**RECORD SET:**
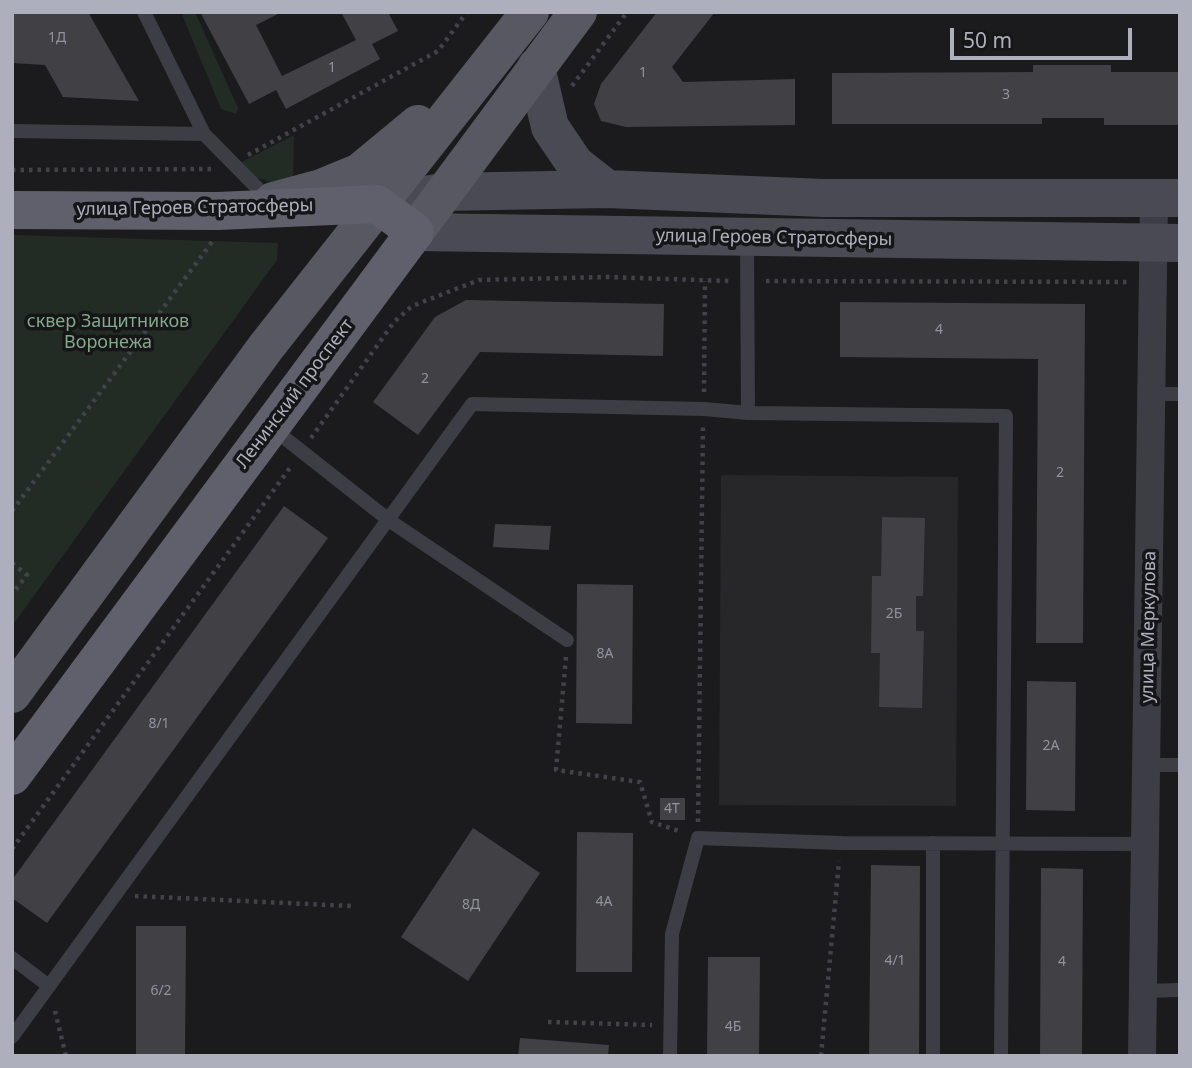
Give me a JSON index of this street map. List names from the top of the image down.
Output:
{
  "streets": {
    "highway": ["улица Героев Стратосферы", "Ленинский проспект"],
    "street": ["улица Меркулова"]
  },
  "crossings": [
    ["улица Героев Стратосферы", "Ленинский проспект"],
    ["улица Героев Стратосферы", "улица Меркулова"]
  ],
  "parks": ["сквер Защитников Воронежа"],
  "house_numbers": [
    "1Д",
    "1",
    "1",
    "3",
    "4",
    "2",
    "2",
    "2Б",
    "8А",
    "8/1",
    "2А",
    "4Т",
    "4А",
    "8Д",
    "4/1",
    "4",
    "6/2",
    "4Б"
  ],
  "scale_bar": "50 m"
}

**ACTIVITY:**
Can you repeat every record above exactly, apart from the pictures?

**TASK RESPONSE:**
Give me a JSON index of this street map. List names from the top of the image down.
Output:
{
  "streets": {
    "highway": ["улица Героев Стратосферы", "Ленинский проспект"],
    "street": ["улица Меркулова"]
  },
  "crossings": [
    ["улица Героев Стратосферы", "Ленинский проспект"],
    ["улица Героев Стратосферы", "улица Меркулова"]
  ],
  "parks": ["сквер Защитников Воронежа"],
  "house_numbers": [
    "1Д",
    "1",
    "1",
    "3",
    "4",
    "2",
    "2",
    "2Б",
    "8А",
    "8/1",
    "2А",
    "4Т",
    "4А",
    "8Д",
    "4/1",
    "4",
    "6/2",
    "4Б"
  ],
  "scale_bar": "50 m"
}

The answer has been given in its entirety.